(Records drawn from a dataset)
········

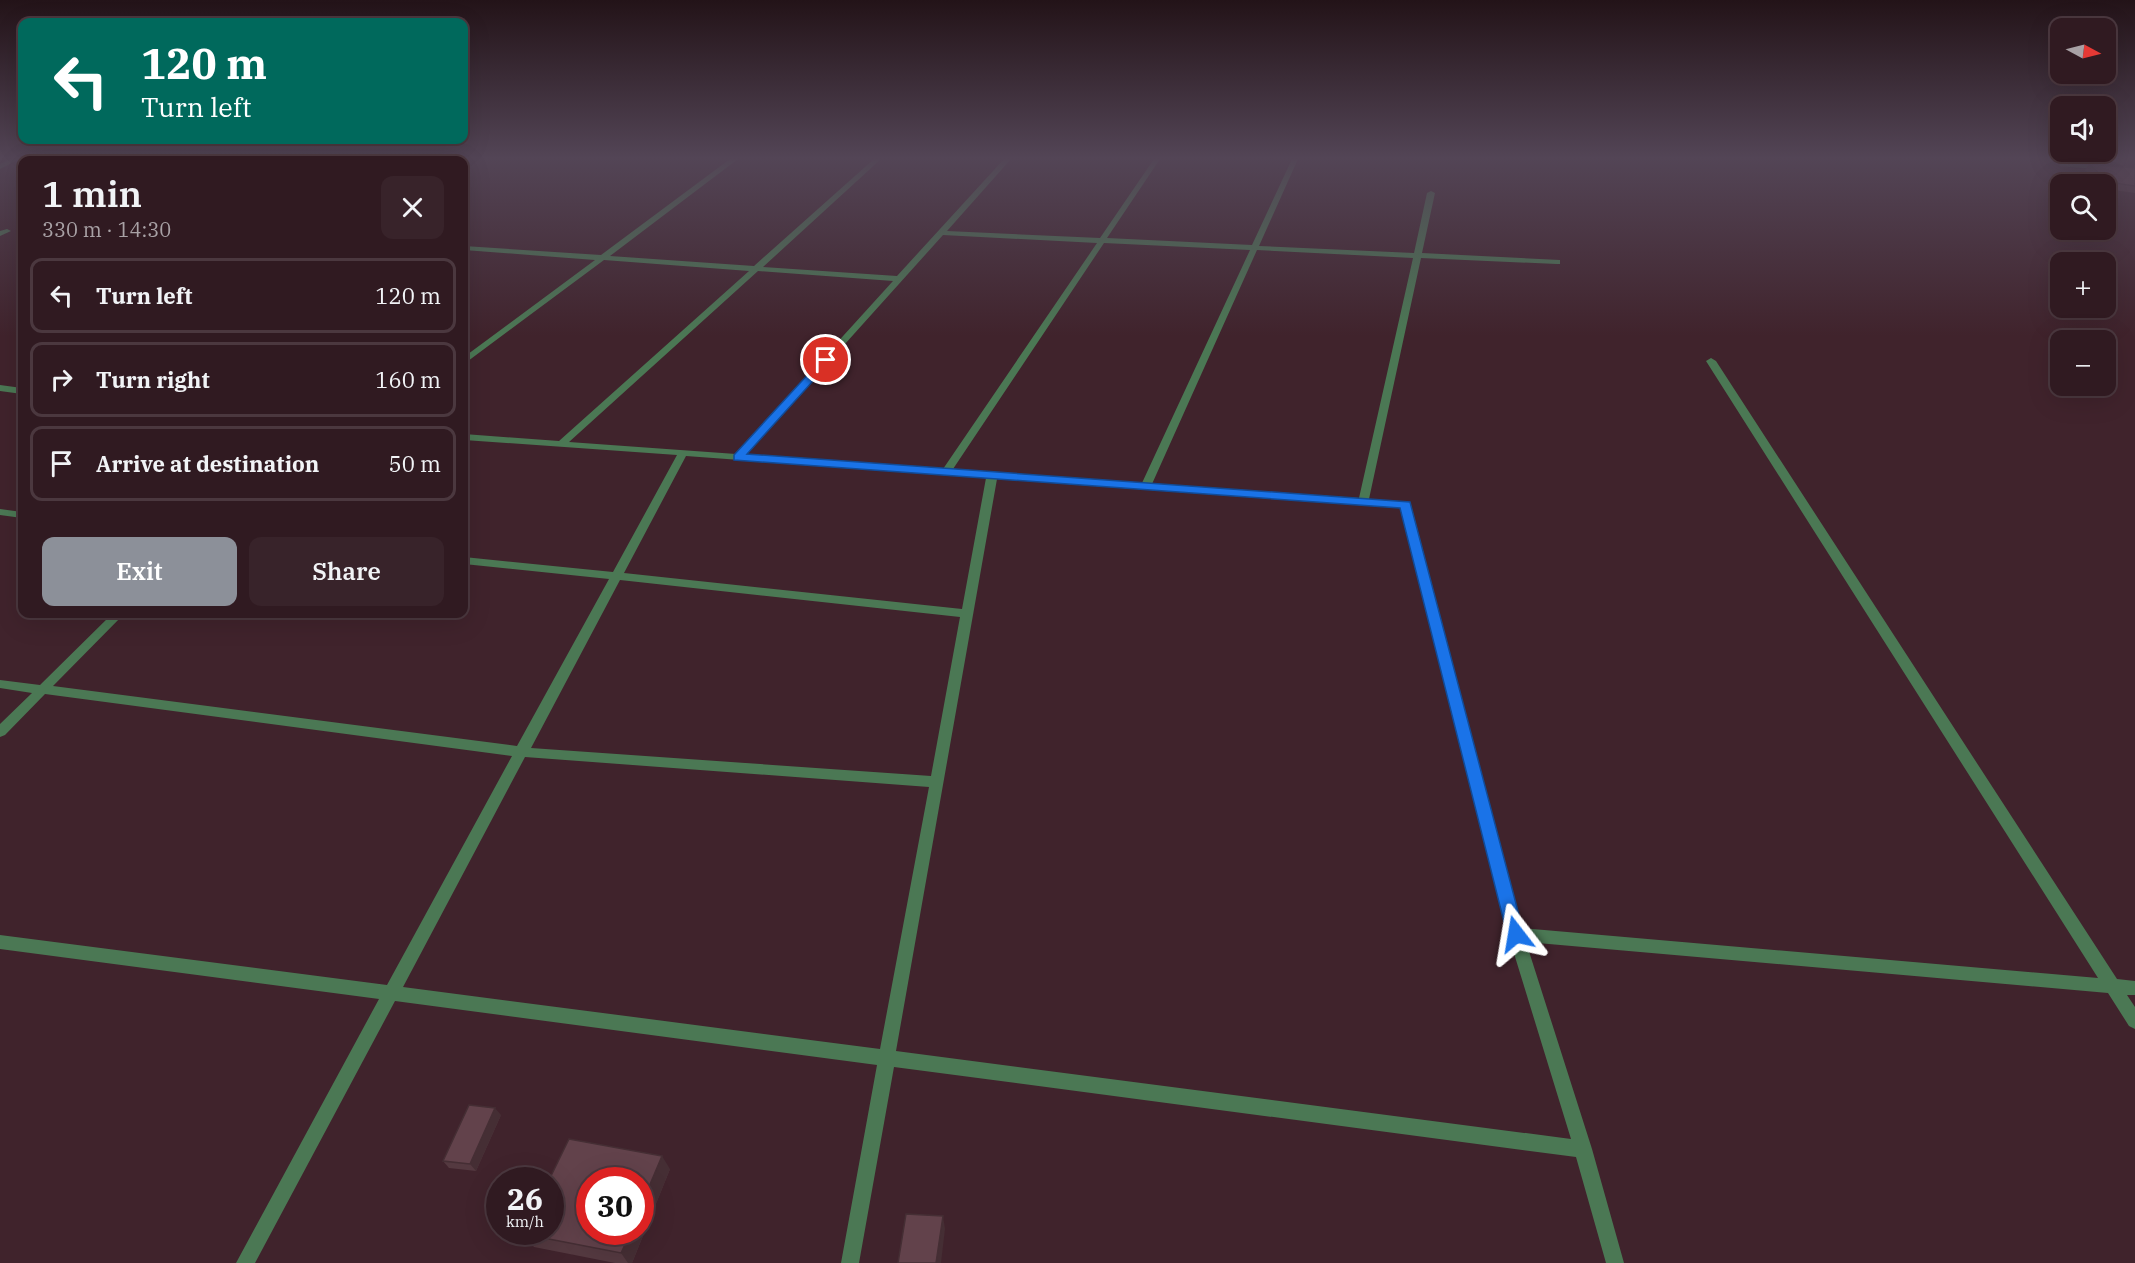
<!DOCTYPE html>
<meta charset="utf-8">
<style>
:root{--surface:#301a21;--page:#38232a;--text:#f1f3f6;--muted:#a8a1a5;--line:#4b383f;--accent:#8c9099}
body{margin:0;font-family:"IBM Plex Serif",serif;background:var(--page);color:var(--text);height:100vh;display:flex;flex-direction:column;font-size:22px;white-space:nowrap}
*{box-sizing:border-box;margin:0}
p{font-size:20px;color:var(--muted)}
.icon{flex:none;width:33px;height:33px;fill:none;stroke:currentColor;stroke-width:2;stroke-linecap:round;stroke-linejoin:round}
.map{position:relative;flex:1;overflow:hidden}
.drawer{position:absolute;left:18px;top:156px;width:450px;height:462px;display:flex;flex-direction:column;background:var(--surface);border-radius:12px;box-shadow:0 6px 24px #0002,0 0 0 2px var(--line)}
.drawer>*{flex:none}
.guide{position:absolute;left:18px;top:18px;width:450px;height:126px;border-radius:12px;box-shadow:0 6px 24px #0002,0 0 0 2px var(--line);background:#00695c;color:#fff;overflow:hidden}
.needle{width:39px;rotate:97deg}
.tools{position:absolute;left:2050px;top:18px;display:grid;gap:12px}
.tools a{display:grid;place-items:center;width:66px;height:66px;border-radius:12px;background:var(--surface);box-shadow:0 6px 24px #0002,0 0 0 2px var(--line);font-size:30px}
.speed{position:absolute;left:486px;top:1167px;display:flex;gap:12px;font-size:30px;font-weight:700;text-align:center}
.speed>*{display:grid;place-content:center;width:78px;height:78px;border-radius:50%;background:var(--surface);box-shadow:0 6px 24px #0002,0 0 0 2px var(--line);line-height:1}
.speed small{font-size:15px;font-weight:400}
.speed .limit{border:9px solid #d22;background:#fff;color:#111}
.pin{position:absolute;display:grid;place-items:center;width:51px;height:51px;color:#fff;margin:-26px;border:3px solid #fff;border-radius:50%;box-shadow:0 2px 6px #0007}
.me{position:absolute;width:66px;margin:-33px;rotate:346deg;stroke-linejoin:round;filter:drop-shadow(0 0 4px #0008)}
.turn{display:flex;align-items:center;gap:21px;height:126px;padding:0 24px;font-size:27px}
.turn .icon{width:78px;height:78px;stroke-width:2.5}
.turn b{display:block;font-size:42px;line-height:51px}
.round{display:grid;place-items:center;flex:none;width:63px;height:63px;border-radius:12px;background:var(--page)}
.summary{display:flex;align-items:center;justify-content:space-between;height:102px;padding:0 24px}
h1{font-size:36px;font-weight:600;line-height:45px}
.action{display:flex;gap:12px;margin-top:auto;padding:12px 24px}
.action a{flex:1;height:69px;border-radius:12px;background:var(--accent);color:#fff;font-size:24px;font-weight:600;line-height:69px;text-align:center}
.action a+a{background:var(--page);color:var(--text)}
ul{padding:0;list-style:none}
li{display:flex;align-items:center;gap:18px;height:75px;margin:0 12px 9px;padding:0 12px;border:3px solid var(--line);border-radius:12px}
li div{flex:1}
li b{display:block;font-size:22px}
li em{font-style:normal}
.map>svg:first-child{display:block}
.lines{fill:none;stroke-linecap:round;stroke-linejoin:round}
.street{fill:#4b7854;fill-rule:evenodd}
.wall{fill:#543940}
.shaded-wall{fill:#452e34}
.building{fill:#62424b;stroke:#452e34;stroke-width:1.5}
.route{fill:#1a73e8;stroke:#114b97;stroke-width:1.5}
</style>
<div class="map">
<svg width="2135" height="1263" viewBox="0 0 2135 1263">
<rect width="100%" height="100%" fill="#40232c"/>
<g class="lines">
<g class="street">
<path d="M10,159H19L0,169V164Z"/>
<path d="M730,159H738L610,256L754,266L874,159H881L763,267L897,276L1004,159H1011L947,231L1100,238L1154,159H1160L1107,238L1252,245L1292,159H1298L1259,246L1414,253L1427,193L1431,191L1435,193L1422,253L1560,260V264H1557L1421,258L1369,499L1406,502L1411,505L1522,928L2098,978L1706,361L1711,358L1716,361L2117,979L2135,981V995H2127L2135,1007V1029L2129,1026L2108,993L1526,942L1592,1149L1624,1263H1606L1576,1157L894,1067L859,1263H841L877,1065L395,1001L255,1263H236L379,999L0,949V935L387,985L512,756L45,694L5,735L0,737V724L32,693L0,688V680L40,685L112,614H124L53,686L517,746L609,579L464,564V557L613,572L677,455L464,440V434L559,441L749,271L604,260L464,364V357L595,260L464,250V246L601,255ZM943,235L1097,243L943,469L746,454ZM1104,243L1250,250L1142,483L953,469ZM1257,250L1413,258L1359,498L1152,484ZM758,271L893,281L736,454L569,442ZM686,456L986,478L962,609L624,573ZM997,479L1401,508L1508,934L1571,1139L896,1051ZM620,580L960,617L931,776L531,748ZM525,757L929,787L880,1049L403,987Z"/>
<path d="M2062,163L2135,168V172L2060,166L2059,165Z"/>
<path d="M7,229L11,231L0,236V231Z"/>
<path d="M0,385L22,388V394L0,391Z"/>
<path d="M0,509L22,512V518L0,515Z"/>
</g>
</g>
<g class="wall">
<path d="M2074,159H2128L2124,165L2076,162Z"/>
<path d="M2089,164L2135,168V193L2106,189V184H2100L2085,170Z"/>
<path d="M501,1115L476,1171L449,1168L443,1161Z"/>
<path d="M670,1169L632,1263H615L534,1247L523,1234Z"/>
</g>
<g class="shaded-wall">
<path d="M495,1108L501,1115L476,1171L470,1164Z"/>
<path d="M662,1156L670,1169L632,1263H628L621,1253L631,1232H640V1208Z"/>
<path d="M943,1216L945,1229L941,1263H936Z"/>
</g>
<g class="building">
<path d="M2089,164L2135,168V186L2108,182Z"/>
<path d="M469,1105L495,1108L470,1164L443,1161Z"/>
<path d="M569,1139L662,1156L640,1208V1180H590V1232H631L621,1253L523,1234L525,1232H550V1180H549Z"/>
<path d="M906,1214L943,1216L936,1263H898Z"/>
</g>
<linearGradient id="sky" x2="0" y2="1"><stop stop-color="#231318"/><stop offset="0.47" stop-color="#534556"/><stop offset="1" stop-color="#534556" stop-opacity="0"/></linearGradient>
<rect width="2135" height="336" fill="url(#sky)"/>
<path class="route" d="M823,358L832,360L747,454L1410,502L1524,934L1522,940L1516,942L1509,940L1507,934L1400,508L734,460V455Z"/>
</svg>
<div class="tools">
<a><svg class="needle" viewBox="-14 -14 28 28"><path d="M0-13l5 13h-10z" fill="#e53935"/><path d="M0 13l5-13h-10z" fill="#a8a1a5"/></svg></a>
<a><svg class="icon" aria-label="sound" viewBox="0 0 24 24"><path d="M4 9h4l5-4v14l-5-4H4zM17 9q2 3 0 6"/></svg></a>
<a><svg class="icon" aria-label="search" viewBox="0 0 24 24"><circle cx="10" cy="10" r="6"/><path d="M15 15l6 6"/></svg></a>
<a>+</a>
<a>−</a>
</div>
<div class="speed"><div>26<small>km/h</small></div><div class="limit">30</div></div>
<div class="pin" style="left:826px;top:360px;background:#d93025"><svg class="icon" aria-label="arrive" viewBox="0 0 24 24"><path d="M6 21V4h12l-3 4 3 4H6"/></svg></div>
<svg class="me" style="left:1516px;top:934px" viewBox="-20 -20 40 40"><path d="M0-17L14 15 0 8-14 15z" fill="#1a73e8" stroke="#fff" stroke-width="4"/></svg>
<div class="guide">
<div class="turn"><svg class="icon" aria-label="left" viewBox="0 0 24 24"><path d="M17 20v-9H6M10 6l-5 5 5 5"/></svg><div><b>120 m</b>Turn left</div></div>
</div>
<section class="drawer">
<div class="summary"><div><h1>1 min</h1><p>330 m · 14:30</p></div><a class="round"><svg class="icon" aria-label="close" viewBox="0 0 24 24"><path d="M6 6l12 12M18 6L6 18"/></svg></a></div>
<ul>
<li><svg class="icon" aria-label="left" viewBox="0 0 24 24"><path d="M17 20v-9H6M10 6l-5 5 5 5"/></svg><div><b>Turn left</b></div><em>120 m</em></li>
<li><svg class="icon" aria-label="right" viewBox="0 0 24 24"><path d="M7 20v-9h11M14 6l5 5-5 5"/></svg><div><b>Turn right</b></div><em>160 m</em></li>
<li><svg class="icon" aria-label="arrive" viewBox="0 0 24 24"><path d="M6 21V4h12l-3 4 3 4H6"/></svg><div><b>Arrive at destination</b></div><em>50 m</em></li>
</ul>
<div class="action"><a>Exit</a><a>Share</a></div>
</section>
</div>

········

- **Exercise instructions**:
Write out each line above with the word "lines".

- **Exercise solution**:
.lines{fill:none;stroke-linecap:round;stroke-linejoin:round}
<g class="lines">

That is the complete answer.